BINTASARA.com, MEDAN – Kanwil Ditjenpas Sumut Panen Sawi menjadi bukti nyata komitmen Kantor Wilayah Direktorat Jenderal Pemasyarakatan (Ditjenpas) Sumatera Utara dalam mendukung Program Ketahanan Pangan Nasional.
Melalui pemanfaatan lahan pertanian secara optimal dan berkelanjutan, Kanwil Ditjenpas Sumatera Utara berhasil memanen tanaman sawi yang dibudidayakan oleh jajaran pegawai sebagai bagian dari penguatan ketahanan pangan sekaligus pembinaan budaya kerja produktif, Senin (06/07/2026).
Kegiatan panen berlangsung di lahan pertanian Kantor Wilayah Ditjenpas Sumatera Utara dan dipimpin langsung oleh Kepala Bidang Perawatan, Pengamanan, dan Kepatuhan Internal, Rindra Wardhana, selaku Koordinator Ketahanan Pangan Kanwil Ditjenpas Sumatera Utara.
Turut hadir Kepala Bagian Tata Usaha dan Umum, Bejo, bersama jajaran pegawai keamanan yang selama ini aktif mengelola lahan pertanian tersebut.
Panen sawi ini merupakan hasil dari pengelolaan lahan secara konsisten melalui pola pertanian produktif yang terus dikembangkan oleh Kanwil Ditjenpas Sumatera Utara.
Program tersebut tidak hanya menghasilkan komoditas pangan yang bermanfaat, tetapi juga memperkuat budaya kerja yang disiplin, mandiri, dan kolaboratif di lingkungan pemasyarakatan.
Keberhasilan panen menunjukkan bahwa pemanfaatan lahan yang tersedia dapat memberikan nilai tambah sekaligus mendukung upaya pemerintah dalam memperkuat ketahanan pangan nasional.
Dengan pengelolaan yang berkelanjutan, hasil pertanian diharapkan mampu memberikan manfaat bagi lingkungan kerja serta menjadi inspirasi bagi satuan kerja pemasyarakatan lainnya.
Koordinator Ketahanan Pangan Kanwil Ditjenpas Sumatera Utara, Rindra Wardhana, menegaskan bahwa program pertanian ini merupakan implementasi nyata dari program strategis pemerintah dalam sektor ketahanan pangan.
“Ketahanan pangan merupakan tanggung jawab bersama. Melalui pemanfaatan lahan yang ada, kami tidak hanya menghasilkan komoditas pertanian yang bernilai manfaat, tetapi juga membangun budaya kerja yang produktif, mandiri, dan berorientasi pada keberlanjutan. Program ini akan terus kami kembangkan sebagai bagian dari kontribusi Kanwil Ditjenpas Sumatera Utara dalam mendukung program pemerintah,” ujarnya.

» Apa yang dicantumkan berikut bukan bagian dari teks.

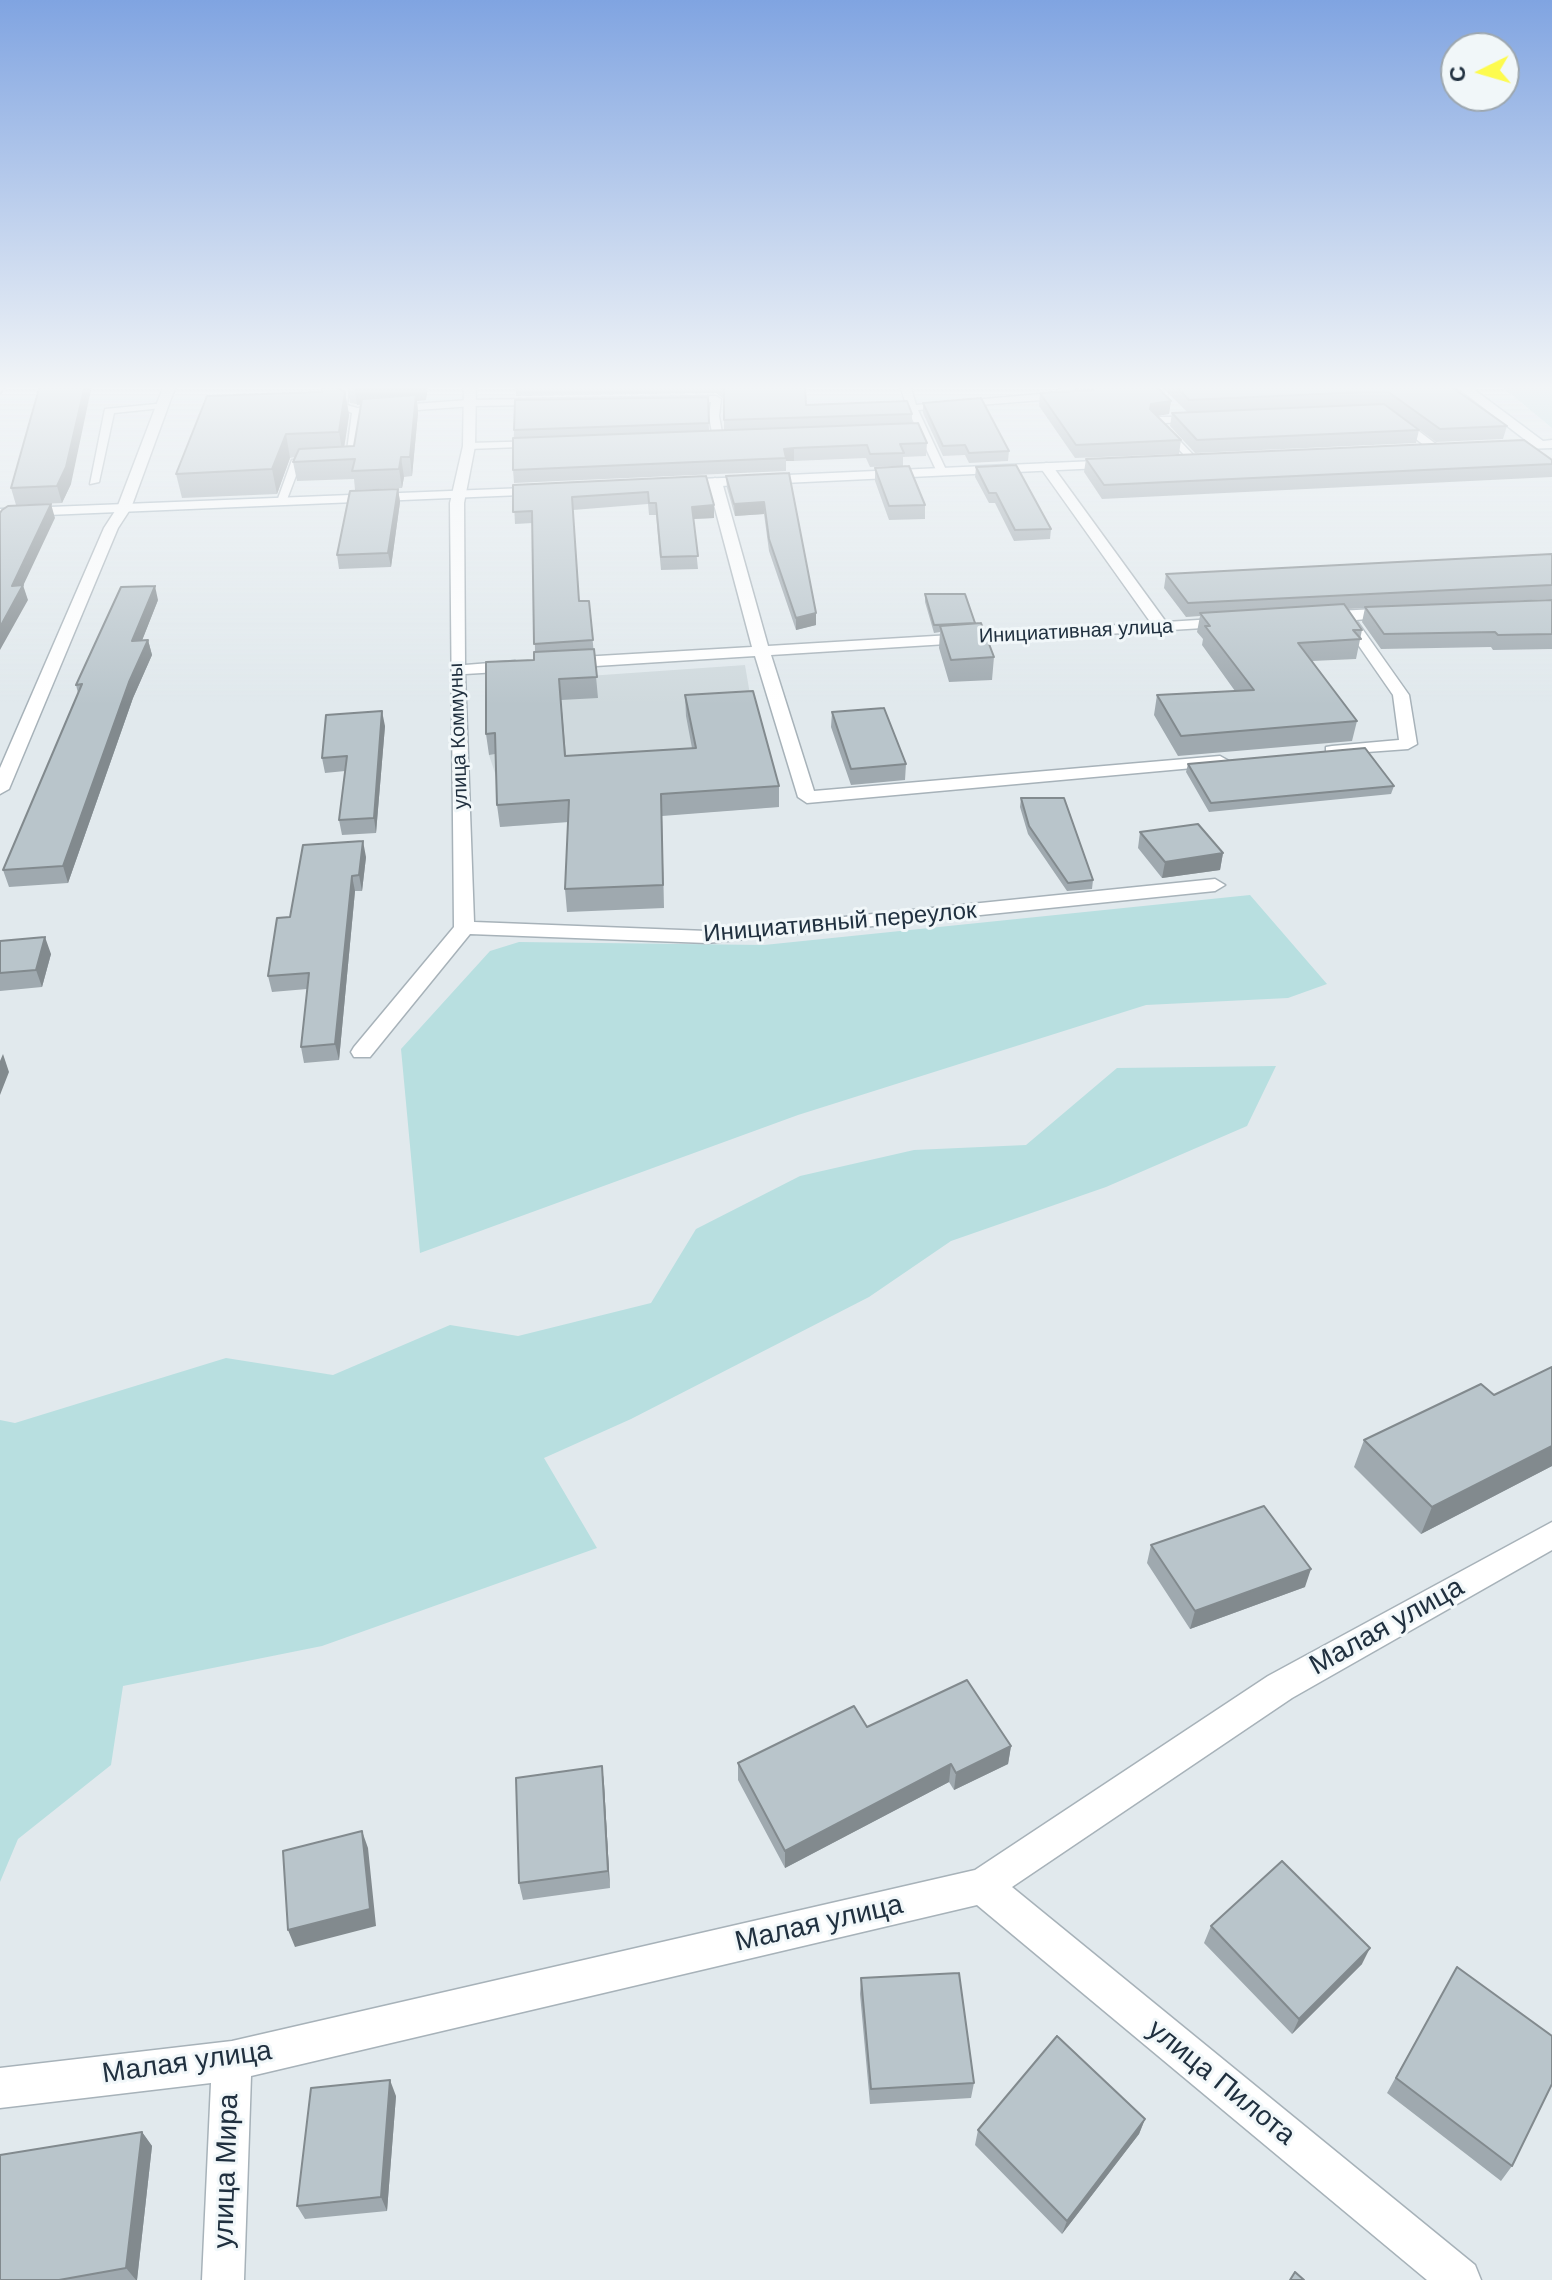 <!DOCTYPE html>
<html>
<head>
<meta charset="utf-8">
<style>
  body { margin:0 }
  #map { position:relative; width:1552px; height:2280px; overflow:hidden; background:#e1e9ed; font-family:Helvetica,sans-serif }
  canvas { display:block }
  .north { position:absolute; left:1440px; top:32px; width:80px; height:80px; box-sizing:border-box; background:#f1f7f9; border:2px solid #9da7af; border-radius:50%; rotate:265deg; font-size:22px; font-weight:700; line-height:32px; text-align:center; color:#20303f }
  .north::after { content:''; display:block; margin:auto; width:28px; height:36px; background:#fdfb4e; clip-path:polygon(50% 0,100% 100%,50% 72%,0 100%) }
</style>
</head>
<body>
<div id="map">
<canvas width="1552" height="2280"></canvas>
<div class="north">С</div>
</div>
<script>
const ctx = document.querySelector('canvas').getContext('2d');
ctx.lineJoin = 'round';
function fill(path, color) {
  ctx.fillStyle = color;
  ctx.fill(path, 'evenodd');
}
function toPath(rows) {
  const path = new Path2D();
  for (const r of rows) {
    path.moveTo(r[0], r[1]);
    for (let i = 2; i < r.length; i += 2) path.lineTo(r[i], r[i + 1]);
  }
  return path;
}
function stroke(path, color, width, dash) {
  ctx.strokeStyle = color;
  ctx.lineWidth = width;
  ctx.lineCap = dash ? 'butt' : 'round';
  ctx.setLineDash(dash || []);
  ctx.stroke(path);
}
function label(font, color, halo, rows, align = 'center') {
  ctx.font = font + ' Helvetica,sans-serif';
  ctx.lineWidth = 6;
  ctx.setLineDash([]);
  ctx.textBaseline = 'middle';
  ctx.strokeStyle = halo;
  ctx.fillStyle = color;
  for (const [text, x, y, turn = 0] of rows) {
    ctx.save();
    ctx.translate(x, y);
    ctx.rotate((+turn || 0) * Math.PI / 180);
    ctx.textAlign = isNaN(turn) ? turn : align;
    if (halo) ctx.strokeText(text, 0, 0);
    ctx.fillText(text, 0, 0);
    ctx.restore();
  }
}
const built = toPath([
  [745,665,753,712,779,807,500,827,498,782,489,755,488,683]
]);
const green = toPath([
  [1500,385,1552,385,1552,428],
  [1250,895,1327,984,1288,998,1146,1005,798,1115,420,1253,401,1049,490,951,519,942,764,945],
  [1276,1066,1247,1126,1106,1187,951,1241,869,1297,631,1419,544,1458,597,1548,322,1646,123,1686,111,1765,18,1839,0,1882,0,1420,15,1423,226,1358,333,1375,450,1325,518,1336,651,1303,696,1229,800,1176,914,1150,1026,1145,1117,1068]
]);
const lane = toPath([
  [0,385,7,385,0,393,0,385],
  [341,385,349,385,347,405,357,408,469,400,716,396,721,399,719,416,723,438,718,441,713,438,709,416,711,402,473,406,362,414,355,463,300,465,286,502,276,504,292,460,346,458,352,413,337,407,341,385],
  [900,385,910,385,916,405,1052,393,1069,385,1082,385,1054,399,918,410,947,472,942,475,937,472,907,408,900,385],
  [166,403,162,408,114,413,99,482,90,484,105,409,166,403],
  [1199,417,1195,422,1163,423,1197,459,1197,463,1193,464,1150,420,1155,417,1199,417],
  [1395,419,1403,419,1441,448,1441,452,1433,452,1395,423,1395,419],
  [541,441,546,444,545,446,469,449,464,446,469,443,541,441]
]);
const street = toPath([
  [164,385,176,385,131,508,118,528,9,789,0,794,0,768,104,528,117,508,164,385],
  [464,385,476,385,475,446,464,503,465,665,515,661,523,666,515,671,465,674,474,922,707,931,1215,879,1225,885,1215,891,707,943,470,934,370,1057,354,1057,351,1052,354,1047,454,927,450,503,463,446,464,385],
  [1046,463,1051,464,1166,622,1230,618,1235,620,1235,626,771,655,814,791,1220,756,1229,761,1226,765,807,803,798,797,755,656,564,668,556,663,564,658,752,647,708,482,715,478,722,482,768,646,1151,623,1040,467,1046,463],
  [1394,608,1402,613,1399,616,1356,620,1409,695,1417,744,1408,749,1326,755,1326,747,1332,746,1399,740,1393,695,1341,620,1319,622,1311,617,1319,612,1394,608],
  [1552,1522,1552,1550,1292,1698,1012,1887,1475,2265,1481,2280,1427,2280,977,1905,251,2076,244,2280,202,2280,211,2083,0,2108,0,2068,232,2041,975,1870,1268,1676,1552,1522]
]);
const secondary = toPath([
  [1454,385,1468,385,1543,441,1552,440,1552,448,1497,450,1497,444,1528,442,1454,385],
  [1117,460,1123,464,1122,467,678,488,671,484,678,480,1117,460],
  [550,487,550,493,545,494,0,517,0,509,550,487]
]);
const wall = toPath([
  [339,385,338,389,345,392,349,415,344,447,354,446,361,405,350,403,347,385,428,385,426,400,417,401,418,413,412,476,404,477,402,488,355,490,354,479,297,481,293,462,295,457,290,458,277,494,182,498,176,474,322,392],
  [515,385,805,385,806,405,912,414,912,424,927,443,926,456,903,457,903,466,870,467,866,458,794,461,786,461,786,471,514,483,513,470,514,430,708,397,709,431,724,430,724,399,716,393,516,396],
  [1081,385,1155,385,1171,401,1169,414,1156,416,1181,440,1179,454,1075,458,1039,406,1040,393,1082,391,1080,389],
  [1160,385,1449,385,1507,426,1503,439,1436,442,1401,416,1419,430,1416,443,1195,453,1170,426,1172,413,1187,412],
  [923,403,1009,451,1008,461,969,463,965,455,943,456,923,413],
  [1086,459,1552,464,1552,477,1102,499,1084,472],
  [976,467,1051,529,1050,539,1014,541,995,503,989,503,975,477],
  [875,468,925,505,925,519,889,520,875,481],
  [789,473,816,613,816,625,796,630,769,551,764,514,735,516,727,488,726,476],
  [706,476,714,505,714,518,693,519,698,569,661,570,656,515,649,515,648,504,573,510,579,601,589,601,598,698,561,700,566,756,692,748,686,716,685,695,779,786,779,807,662,816,664,908,567,912,565,889,568,822,500,827,497,805,495,754,489,755,486,734,534,660,535,652,533,523,515,524,513,485],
  [71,484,62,503,16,505,11,488],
  [398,489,400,502,391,567,339,569,337,555],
  [1552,554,1552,599,1446,604,1552,600,1552,649,1493,650,1491,647,1381,649,1362,622,1365,608,1347,609,1362,630,1356,659,1312,661,1357,721,1352,741,1178,756,1154,715,1157,695,1235,691,1202,645,1203,639,1197,632,1200,616,1186,617,1164,588,1166,574],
  [925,594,975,624,994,657,992,680,949,682,939,648,940,632,934,633,925,602],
  [158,600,142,640,148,640,152,655,133,698,68,883,9,887,3,870,78,693,76,685],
  [832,712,906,764,905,780,851,785,831,727],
  [385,726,376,833,342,835,339,820,345,771,325,773,322,758],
  [1188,764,1394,786,1391,794,1209,812,1186,772],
  [1021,798,1093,880,1092,889,1067,891,1028,834,1020,807],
  [1140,832,1223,853,1220,870,1162,878,1138,848],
  [366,857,362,891,355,891,339,1060,304,1063,301,1047,307,989,272,992,268,976,290,917],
  [0,941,51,954,42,987,0,991],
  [1552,1367,1552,1466,1421,1534,1354,1467,1364,1440,1494,1395],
  [1151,1545,1305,1587,1190,1629,1147,1563],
  [867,1727,1011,1746,1008,1764,954,1790,949,1782,785,1868,738,1780,738,1763],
  [602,1766,604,1784,610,1888,523,1900,519,1883],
  [1211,1926,1362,1964,1292,2034,1204,1943],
  [1457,1967,1512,2166,1501,2181,1387,2093],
  [861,1978,974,2083,971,2098,870,2104,860,1994],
  [396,2096,387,2211,305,2219,297,2206],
  [1145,2119,1139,2134,1062,2234,975,2145,978,2130],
  [142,2132,152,2146,137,2280,0,2280]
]);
const shadedWall = toPath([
  [85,385,92,385,71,484,62,503,57,486],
  [354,385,428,385,426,400,417,401,418,413,412,476,410,457,415,401,357,405],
  [345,392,349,415,343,455,339,432],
  [1171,401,1169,414,1150,417,1151,404],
  [286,434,290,458,277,494,272,469],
  [794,448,794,461,786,461,784,449],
  [401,457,404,477,402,488,399,469],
  [398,489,400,502,391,567,388,553],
  [764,502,764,514,735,516,734,504],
  [51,504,55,518,23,586,23,585,28,600,0,650,0,627,12,586],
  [714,505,714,518,692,519,692,507],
  [155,586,158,600,136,656,132,641],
  [816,613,816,625,796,630,796,618],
  [148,640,152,655,133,698,68,883,63,866,129,682],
  [382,711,385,726,376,833,374,818],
  [363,841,366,857,362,891,359,875],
  [1223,853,1220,870,1162,878,1165,862],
  [352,876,355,891,339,1060,335,1044],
  [45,937,51,954,42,987,36,970],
  [3,1054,9,1072,0,1095,0,1061],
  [1552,1446,1552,1466,1421,1534,1432,1507],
  [1311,1569,1305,1587,1190,1629,1195,1611],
  [1011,1746,1008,1764,954,1790,956,1773],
  [951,1764,949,1782,785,1868,785,1851],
  [602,1766,604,1784,610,1888,608,1871],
  [362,1831,368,1848,376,1926,295,1947,288,1930],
  [1370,1948,1362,1964,1292,2034,1299,2019],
  [390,2080,396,2096,387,2211,381,2197],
  [1145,2119,1139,2134,1062,2234,1067,2221],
  [142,2132,152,2146,137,2280,136,2280,126,2268]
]);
const building = toPath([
  [40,385,85,385,66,467,57,486,11,488,40,385],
  [323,385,331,385,345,392,339,432,286,434,272,469,176,474,207,396,322,392,323,385],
  [719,385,805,385,806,405,907,401,912,414,724,420,724,389,719,385],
  [1090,385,1155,385,1171,401,1151,404,1150,409,1181,440,1076,445,1040,393,1094,390,1090,385],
  [1175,385,1449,385,1507,426,1440,429,1387,391,1189,400,1175,385],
  [416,395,410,457,401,457,399,469,352,471,355,459,293,462,299,449,354,446,362,399,416,395],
  [708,397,709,423,514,430,515,400,708,397],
  [981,398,1009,451,969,453,965,445,943,446,923,403,981,398],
  [1384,404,1419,430,1197,440,1172,413,1384,404],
  [918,423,927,443,900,444,904,453,870,454,867,445,794,448,784,449,786,458,513,470,513,438,918,423],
  [1524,440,1552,460,1552,464,1104,485,1086,459,1524,440],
  [1016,465,1051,529,1015,530,996,493,989,493,976,467,1016,465],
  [909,466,925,505,889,506,875,468,909,466],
  [789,473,816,613,796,618,769,539,764,502,734,504,726,476,789,473],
  [706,476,714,505,692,507,698,556,661,557,656,503,649,503,648,492,572,497,579,601,589,601,593,640,534,644,532,511,513,512,513,485,706,476],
  [398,489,388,553,337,555,350,491,398,489],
  [51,504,12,586,23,585,0,627,0,513,2,510,8,506,51,504],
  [1552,554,1552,585,1188,603,1166,574,1552,554],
  [155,586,132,641,148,640,129,682,63,866,3,870,82,684,76,685,121,587,155,586],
  [925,594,965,594,975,623,934,625,925,594],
  [1552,600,1552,634,1498,635,1495,632,1384,634,1365,607,1552,600],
  [1344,604,1362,630,1353,630,1361,639,1298,643,1357,721,1181,736,1157,695,1254,690,1205,626,1210,626,1200,613,1344,604],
  [981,623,994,657,951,660,940,626,981,623],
  [594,649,597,677,559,679,565,756,696,748,685,695,753,691,779,786,661,794,663,885,565,889,569,800,497,805,495,733,486,734,486,662,534,660,534,652,594,649],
  [884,708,906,764,851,769,832,712,884,708],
  [382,711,374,818,339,820,347,756,322,758,326,715,382,711],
  [1365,748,1394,786,1211,803,1188,764,1365,748],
  [1021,798,1064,798,1093,880,1068,883,1029,826,1021,798],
  [1198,824,1223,853,1165,862,1140,832,1198,824],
  [363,841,359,875,352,876,335,1044,301,1047,309,973,268,976,277,918,290,917,303,845,363,841],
  [45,937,36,970,0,973,0,941,45,937],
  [1552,1367,1552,1446,1432,1507,1364,1440,1481,1384,1494,1395,1552,1367],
  [1264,1506,1311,1569,1195,1611,1151,1545,1264,1506],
  [967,1680,1011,1746,956,1773,951,1764,785,1851,738,1763,854,1706,867,1727,967,1680],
  [602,1766,608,1871,519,1883,516,1778,602,1766],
  [362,1831,370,1909,288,1930,283,1851,362,1831],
  [1282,1861,1370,1948,1299,2019,1211,1926,1282,1861],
  [1457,1967,1552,2036,1552,2084,1512,2166,1396,2078,1457,1967],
  [959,1973,974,2083,871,2089,861,1978,959,1973],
  [1057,2036,1145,2119,1067,2221,978,2130,1057,2036],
  [390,2080,381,2197,297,2206,311,2088,390,2080],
  [142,2132,126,2268,59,2280,0,2280,0,2155,142,2132],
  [1295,2272,1304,2280,1290,2280,1295,2272]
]);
const farStreetnames = [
  ["Инициативная улица",1076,632,-3],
  ["улица Коммуны",459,736,-92]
];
const streetNames = [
  ["Инициативный переулок",840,923,-5]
];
const nearStreetnames = [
  ["Малая улица",1387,1627,-29],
  ["Малая улица",819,1924,-13],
  ["Малая улица",187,2063,-8],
  ["улица Пилота",1221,2083,39],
  ["улица Мира",227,2171,-88]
];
fill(built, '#cfd9dd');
fill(green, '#b8dfe0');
stroke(lane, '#a7b2b9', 3);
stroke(street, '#a7b2b9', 3);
stroke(secondary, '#a4b4bf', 3);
fill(lane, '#fff');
fill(street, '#fff');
fill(secondary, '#fff');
fill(wall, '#9fa9af');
fill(shadedWall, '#828a8e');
fill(building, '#b9c5cb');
stroke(building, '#828a8e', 2);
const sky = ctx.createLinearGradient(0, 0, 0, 705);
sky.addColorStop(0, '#80a4e1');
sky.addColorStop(0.55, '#f2f5f7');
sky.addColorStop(1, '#f2f5f700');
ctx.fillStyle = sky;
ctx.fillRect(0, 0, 1552, 705);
label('20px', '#20303f', '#f1f7f9', farStreetnames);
label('24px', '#20303f', '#f1f7f9', streetNames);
label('28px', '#20303f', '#f1f7f9', nearStreetnames);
</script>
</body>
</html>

Senada dengan itu, Kepala Bagian Tata Usaha dan Umum, Bejo, menyampaikan bahwa keberhasilan panen sawi tidak terlepas dari kerja sama seluruh jajaran yang secara konsisten merawat dan mengembangkan lahan pertanian di lingkungan kantor wilayah.
Menurutnya, kolaborasi antarseluruh pegawai menjadi faktor penting dalam menjaga keberlanjutan program ketahanan pangan.
Selain mendukung pemenuhan kebutuhan pangan, kegiatan pertanian juga menjadi media untuk menumbuhkan rasa tanggung jawab, kepedulian terhadap lingkungan, serta semangat gotong royong.
Nilai-nilai tersebut sejalan dengan semangat reformasi birokrasi dan pembangunan budaya kerja yang profesional di lingkungan Direktorat Jenderal Pemasyarakatan.
Ke depan, Kanwil Ditjenpas Sumatera Utara berkomitmen memperluas pemanfaatan lahan produktif dengan mengembangkan berbagai komoditas pertanian lainnya.
Langkah ini diharapkan semakin memperkuat kontribusi pemasyarakatan dalam mendukung Program Ketahanan Pangan Nasional sekaligus menciptakan lingkungan kerja yang produktif, inovatif, dan berkelanjutan.